How Clouds Work

Types of Clouds
Cirrus clouds hover high above a solitary oak tree on a ridge in the U.K.
Cirrus clouds hover high above a solitary oak tree on a ridge in the U.K.
Travelpix Ltd/Photographer's Choice/Getty Images

Whether they look like layers of white frosting or wisps of cotton candy, clouds with similar shapes can form in many regions of the atmosphere. Here's a run-down:

High-level clouds

High-level clouds are typically prefixed by "cirro" and may include cirrus, cirrocumulus and cirrostratus clouds. The latter may cover the sky with a milky blanket, still allowing some weak sunlight and moonlight to filter through.
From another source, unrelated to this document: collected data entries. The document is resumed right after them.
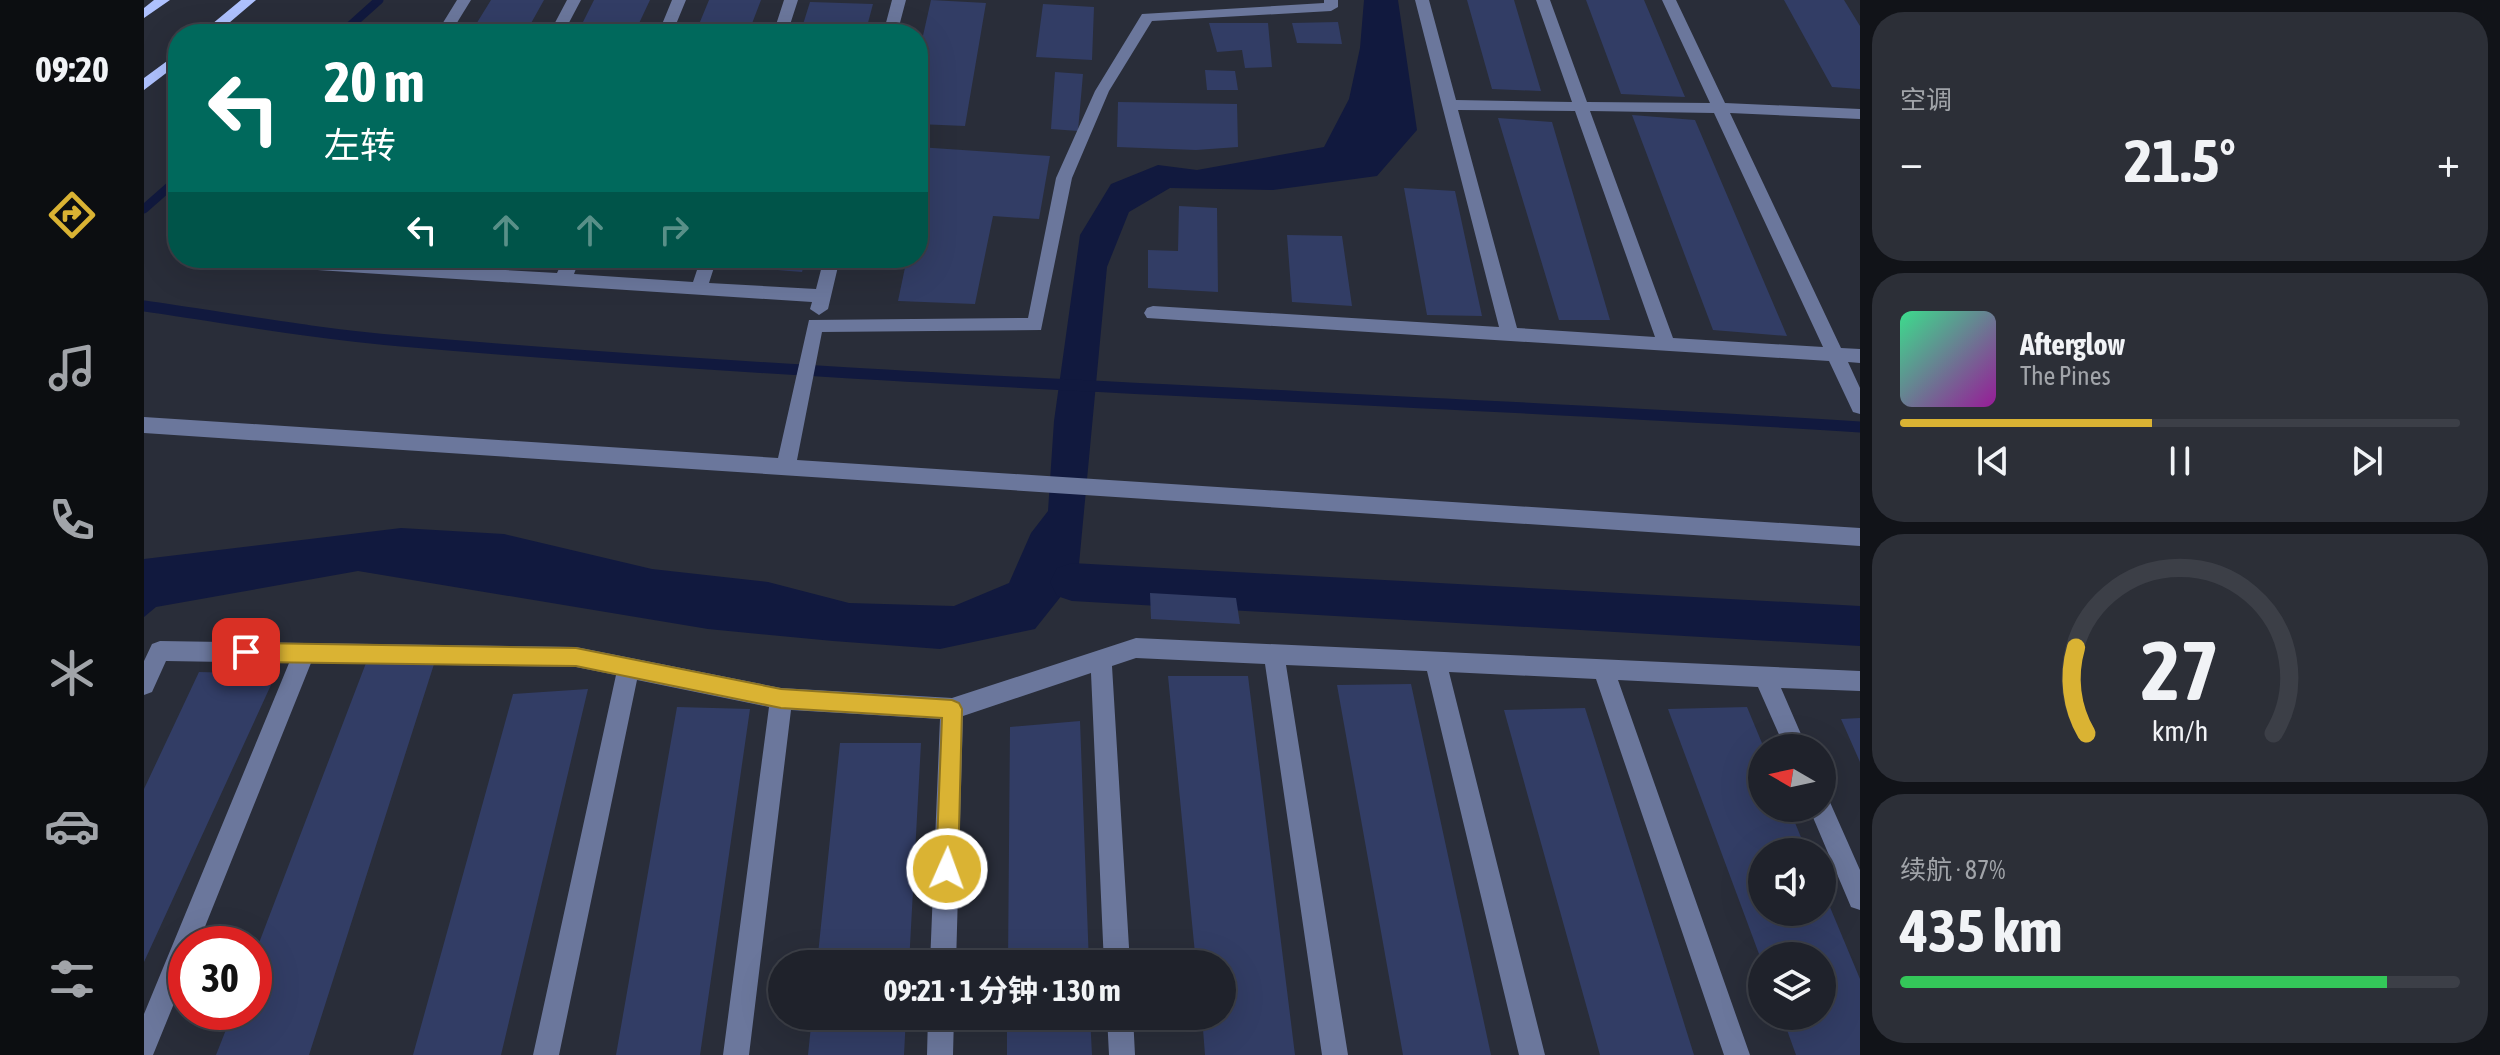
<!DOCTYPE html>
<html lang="zh">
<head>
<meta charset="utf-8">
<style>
  body { margin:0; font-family:"Asap Condensed","Noto Sans SC",sans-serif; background:#2c2f37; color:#f1f3f6; height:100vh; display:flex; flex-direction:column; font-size:30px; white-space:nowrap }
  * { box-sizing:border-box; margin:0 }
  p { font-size:26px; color:#a1a4a9 }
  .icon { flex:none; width:44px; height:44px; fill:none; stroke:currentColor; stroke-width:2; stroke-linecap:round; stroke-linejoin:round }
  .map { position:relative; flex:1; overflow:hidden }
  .side { display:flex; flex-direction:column; gap:12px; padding:12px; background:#111318; width:640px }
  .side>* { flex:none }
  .banner { position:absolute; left:24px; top:24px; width:760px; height:244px; border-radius:32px; box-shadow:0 8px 32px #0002,0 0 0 2px #3c3f47; background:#00695c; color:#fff; overflow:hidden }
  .needle { width:52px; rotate:279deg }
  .fabs { position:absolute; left:1604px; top:734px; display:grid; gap:16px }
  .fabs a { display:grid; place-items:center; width:88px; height:88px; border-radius:50%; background:#1f222b; box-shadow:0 8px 32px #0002,0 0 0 2px #3c3f47; font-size:40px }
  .speed { position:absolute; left:24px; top:926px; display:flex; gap:16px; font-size:40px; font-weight:700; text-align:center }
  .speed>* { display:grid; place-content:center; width:104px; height:104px; border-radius:50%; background:#1f222b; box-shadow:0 8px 32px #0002,0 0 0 2px #3c3f47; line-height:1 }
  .speed .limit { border:12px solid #d22; background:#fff; color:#111 }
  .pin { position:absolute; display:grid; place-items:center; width:68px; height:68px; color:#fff; margin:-34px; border-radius:16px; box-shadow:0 4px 12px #0006 }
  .me { position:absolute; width:88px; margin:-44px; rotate:2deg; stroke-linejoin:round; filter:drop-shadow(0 0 6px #0008) }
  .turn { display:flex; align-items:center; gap:28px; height:168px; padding:0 24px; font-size:36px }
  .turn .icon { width:104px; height:104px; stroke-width:2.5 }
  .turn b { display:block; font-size:56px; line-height:68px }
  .lanes { display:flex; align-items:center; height:76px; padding:0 24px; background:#0003; justify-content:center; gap:40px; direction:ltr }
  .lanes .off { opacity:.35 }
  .big { font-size:60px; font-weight:700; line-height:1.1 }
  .side .card { flex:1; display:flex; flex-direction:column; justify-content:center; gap:12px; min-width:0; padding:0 28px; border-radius:32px; background:#2c2f37 }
  .side .dial { align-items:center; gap:0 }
  .dial svg { height:208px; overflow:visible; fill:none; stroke:#3c3f47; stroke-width:7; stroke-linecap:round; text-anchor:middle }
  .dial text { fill:#f1f3f6; stroke:none }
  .song { display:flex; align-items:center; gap:24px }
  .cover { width:96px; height:96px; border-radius:12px; background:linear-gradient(135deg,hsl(150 70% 55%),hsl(300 70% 35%)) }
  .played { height:8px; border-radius:4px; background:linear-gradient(90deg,#dab333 45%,#3c3f47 45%) }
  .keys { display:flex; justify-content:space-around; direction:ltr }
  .heat { display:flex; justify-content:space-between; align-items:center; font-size:44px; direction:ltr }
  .charge { height:12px; border-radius:6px; background:linear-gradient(90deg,#34c759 87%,#3c3f47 0) }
  .trip { position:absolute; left:624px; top:950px; width:468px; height:80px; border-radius:40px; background:#1f222b; box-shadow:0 8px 32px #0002,0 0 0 2px #3c3f47; font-weight:700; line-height:80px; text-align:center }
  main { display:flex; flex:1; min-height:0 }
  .tabs { display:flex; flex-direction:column; width:144px; justify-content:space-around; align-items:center; background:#0c0e11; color:#a1a4a9 }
  .tabs .icon { width:56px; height:56px }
  .tabs .active { color:#dab333 }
  .tabs b { font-size:36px; color:#f1f3f6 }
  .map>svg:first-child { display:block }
</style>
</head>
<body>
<main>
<nav class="tabs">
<b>09:20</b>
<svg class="icon active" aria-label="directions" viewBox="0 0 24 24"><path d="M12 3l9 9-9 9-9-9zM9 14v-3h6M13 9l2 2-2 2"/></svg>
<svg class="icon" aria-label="music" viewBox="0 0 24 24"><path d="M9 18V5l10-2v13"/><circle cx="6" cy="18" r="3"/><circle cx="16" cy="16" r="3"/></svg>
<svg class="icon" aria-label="phone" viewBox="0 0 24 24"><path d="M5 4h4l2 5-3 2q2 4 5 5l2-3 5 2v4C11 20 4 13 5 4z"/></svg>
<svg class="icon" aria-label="climate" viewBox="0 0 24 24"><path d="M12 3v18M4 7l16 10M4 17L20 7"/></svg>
<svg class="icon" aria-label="car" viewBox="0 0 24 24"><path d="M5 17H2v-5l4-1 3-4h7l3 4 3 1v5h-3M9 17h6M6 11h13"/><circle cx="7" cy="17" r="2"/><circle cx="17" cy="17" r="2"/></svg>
<svg class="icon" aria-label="filters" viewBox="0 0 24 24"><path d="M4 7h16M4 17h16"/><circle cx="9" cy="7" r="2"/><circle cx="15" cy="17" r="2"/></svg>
</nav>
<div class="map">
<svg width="1716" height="1055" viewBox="0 0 1716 1055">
  <rect width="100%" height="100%" fill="#292d39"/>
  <path fill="#11193e" d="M1220,0h34l19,130 -40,46 -104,14 -103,-2 -41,24 -22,55 -29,308 -43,54 -95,20 -107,-8 -125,-12 -350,-58 -202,36 -12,10v-58l257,-31 103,6 148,35 116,13 81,21 105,3 55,-23 22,-50 17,-22 6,-90 26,-186 31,-51 47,-19 39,5 127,-23 25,-48 11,-51z"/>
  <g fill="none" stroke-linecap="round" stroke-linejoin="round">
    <path stroke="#11193e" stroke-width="9" d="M197,34l38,-34
      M0,209l34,-30"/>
    <path stroke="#11193e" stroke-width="11" d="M0,306c85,12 171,28 257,35 485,42 973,55 1459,86"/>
    <path fill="#11193e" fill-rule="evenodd" d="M928,563l788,43v40l-788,-45 -15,-5 -7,-14 7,-14z"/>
  </g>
  <path fill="#323d65" d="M347,0h53l-19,34h-55z
    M450,0h56l-16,34h-57z
    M565,0h52l-13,34h-53z
    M787,0l55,3 -21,123 -47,-2v-66z
    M1323,0h47l27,91 -49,-2z
    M1442,0h58l41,97 -64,-3z
    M1640,0h60l16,26v63l-28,-2z
    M666,2l63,2 -8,30h-65z
    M899,4l51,3 -2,53 -56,-3z
    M1194,22l4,22 -45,-1 -5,-20z
    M1065,23h59l4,44 -27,1 -3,-18 -25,2z
    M1061,70l30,1 3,19h-31z
    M911,72l28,2 -5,57 -27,-2z
    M974,102l119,2 1,43 -42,3 -79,-3z
    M1488,115l63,5 92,216 -74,-6z
    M1354,118l54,4 58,198h-51z
    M774,147l132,9 -11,63 -46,-3 -18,88 -77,-3 9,-43h11z
    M1260,188l51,3 27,125 -55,-1z
    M1035,206l38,2 1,84 -70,-4v-38l30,1z
    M1143,235l55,1 10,70 -60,-4z
    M587,258h75l-4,14 -73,-6z
    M1006,593l86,5 4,26 -89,-5z
    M291,661l-126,394h-93l17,-43h21v-56l112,-293z
    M55,672l77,2 -132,288v-173z
    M1024,676h80l47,379h-90l-3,-39h20v-52h-26z
    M1267,684l80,371h-88l-66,-370z
    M444,689l-87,366h-88l100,-361z
    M533,707l73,2 -50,346h-84z
    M1603,707l17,41 -2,60h27l18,44h-45v60h60v-24l38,91v76h-64l-14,-39h40v-60h-60v6l-94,-253z
    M1441,708l109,347h-94l-96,-345z
    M1716,718v44l-19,-43z
    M936,721l9,243h-81l2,-237z
    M696,743h81l-12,221h-92z
    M668,1016h94l-2,39h-96z
    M863,1016h83l2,39h-85z"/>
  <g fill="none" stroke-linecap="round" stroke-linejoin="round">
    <path fill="#6b779c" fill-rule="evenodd" d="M313,0h14l-21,34h-14z
      M423,0h14l-18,34h-14z
      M528,0h14l-14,34h-14z
      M640,0h14l-11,34h-14z
      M748,0h14l-9,34h-14z
      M1180,0h14v7l-7,4 -179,10 -43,70 -37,87 -31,152 -219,2 -25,128 1063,68v18l-1716,-113v-16l634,41 31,-138 219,-2 28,-140 39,-87 47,-77 182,-11z
      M1271,0h14l27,100 116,2 -36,-102h14l37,102 123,1 -48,-103h14l49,103 135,6v10l-130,-6 111,235 19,1v14l-12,-1 12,26v26l-7,-2 -24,-51 -682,-43 -3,-5 3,-5 6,-2 346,21zM1314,110l117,1 80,226 -138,-9zM1446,111l124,2 109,234 -150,-9z
      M153,258l260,15 7,-15h16l-6,16 119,8 8,-24h16l-8,25 107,6 8,-31h16l-12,51 -9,6 -9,-6 2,-7 -510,-33 -8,-6z
      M992,638l724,33v20l-79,-3 26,60h-22l-27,-61 -140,-7 132,375h-26l-128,-376 -147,-7 96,383h-26l-92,-384 -141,-6 62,390h-26l-57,-391 -129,-6 -24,8 18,298h-26l-13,-291 -128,43 -7,248h-26l10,-245 -149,-9 -42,345h-26l46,-348 -132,-27 -78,375h-26l83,-380 -40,-8 -265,-4 -113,281h-12v30l-33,81h-9v-41l145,-351 -123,-2 -14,31 -8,3v-34l8,-17 8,-3 416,6 205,41 171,10z
      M1678,797l7,3 31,70v40l-9,-3 -42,-99h13z
      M784,1016h26l-1,39h-26z
      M963,1016h26l2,39h-26z"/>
    <path fill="#aec1fe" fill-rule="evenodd" d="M10,0h16l-26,18v-10z
      M97,0h15l-40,34h-16z
      M34,53v11l-34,26v-12z"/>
  </g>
  <path fill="#dab333" stroke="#8e7421" stroke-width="2" d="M102,643l330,5 205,41 171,11 7,3 3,6 -4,160 -4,7 -7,4 -8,-4 -3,-7 6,-151 -161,-10 -205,-42 -330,-4 -7,-3 -2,-7 2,-6z"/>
</svg>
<div class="fabs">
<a><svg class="needle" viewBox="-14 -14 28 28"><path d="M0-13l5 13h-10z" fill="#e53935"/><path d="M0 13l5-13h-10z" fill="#a1a4a9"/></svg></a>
<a><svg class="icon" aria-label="sound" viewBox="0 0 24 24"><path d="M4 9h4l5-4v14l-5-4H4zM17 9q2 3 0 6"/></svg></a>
<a><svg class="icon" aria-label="layers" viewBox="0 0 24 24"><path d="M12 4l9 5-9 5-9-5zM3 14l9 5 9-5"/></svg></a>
</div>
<div class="speed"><div class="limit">30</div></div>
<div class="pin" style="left:102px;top:652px;background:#d93025"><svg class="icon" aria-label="arrive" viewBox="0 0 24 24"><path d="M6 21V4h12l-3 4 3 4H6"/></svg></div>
<svg class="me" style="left:803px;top:869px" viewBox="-20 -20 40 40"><circle r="17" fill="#dab333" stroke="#fff" stroke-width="3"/><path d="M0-11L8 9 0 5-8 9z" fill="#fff"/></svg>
<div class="trip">09:21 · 1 分钟 · 130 m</div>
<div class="banner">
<div class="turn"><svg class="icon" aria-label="left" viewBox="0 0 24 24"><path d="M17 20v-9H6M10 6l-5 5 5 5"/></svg><div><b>20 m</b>左转</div></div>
<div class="lanes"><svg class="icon" aria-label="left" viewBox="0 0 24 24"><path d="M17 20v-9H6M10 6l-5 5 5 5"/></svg><svg class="icon off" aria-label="ahead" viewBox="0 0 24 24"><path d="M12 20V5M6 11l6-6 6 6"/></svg><svg class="icon off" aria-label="ahead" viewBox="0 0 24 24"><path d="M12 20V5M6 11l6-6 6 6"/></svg><svg class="icon off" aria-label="right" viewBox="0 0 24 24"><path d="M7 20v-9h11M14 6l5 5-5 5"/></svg></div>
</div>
</div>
<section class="side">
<div class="card"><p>空调</p>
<div class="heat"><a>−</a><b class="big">21.5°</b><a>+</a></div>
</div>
<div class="card">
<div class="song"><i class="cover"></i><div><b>Afterglow</b><p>The Pines</p></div></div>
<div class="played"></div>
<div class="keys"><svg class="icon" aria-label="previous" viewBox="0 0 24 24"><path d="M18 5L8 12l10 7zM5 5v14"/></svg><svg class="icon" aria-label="pause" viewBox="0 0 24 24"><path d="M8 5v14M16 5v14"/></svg><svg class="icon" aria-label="next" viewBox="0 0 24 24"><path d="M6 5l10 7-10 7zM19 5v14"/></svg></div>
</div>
<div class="card dial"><svg viewBox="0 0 100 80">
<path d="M14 69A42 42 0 1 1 86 69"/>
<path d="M14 69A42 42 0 0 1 10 36" stroke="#dab333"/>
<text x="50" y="56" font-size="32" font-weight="700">27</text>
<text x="50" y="72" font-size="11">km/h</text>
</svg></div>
<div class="card"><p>续航 · 87%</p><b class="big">435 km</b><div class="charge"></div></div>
</section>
</main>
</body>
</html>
Cirrostratus clouds may be such a thin layer that they're only detectable by the halo they cast around the sun or moon. Cirrocumulus clouds usually create patterns of patchy cotton balls high in the sky. They may also form in bands, creating a wavy appearance. Cirrus clouds appear as white, delicate, wispy stripes or fans that often curve with the wind, which can be useful in determining air patterns. The bottoms of high-level clouds generally begin at altitudes between 6 to 12 kilometers (20,000 - 40,000 feet) above Earth's surface [source: Levine].

Mid-level clouds

Mid-level clouds are usually prefixed by "alto" and include altocumulus and altostratus clouds. Altocumulus clouds either appear as sheets of little round clouds or as parallel stripes of clouds. Though similar to cirrocumulus clouds, altocumulus clouds form at lower altitudes and feature shading on their textured surfaces. Altostratus clouds usually consist of a solid, thick layer of clouds that don't let in enough sunlight to penetrate to the ground to let shadows form. The bottoms of mid-level clouds usually begin around 2 to 6 kilometers (6,500 - 20,000 feet) above the ground [source: Levine].

Low-level clouds

The bottoms of low-level clouds typically reside below altitudes of two kilometers (6,500 feet) and may include cumulus, stratocumulus and stratus clouds [source: ­Tarbuck]. Stratus clouds give the sky an overcast appearance and can resemble fog. Fair-weather cumulus clouds are the large fluffy, clouds often seen on bright blue days, with distinct edges that resemble different shapes. Stratocumulus clouds are low and lumpy, usually with frequent gaps where sunlight or moonlight shines through. These clouds can be diffused over wider distances, resembling regular cumulus cloud with less-defined edges.

Cumulonimbus clouds, like these above French Polynesian waters, may mean rain is on the way.
Jeff Foott/Discovery Channel Images/Getty Images

Vertically-developed clouds

Also called multi-layer clouds, this category can include nimbostratus clouds (dark and low-hanging) and cumulonimbus clouds (large and associated with thunderstorms). Some people consider nimbostratus clouds low-level clouds, but because their height can creep well into in the mid-level range, we've included them in this category.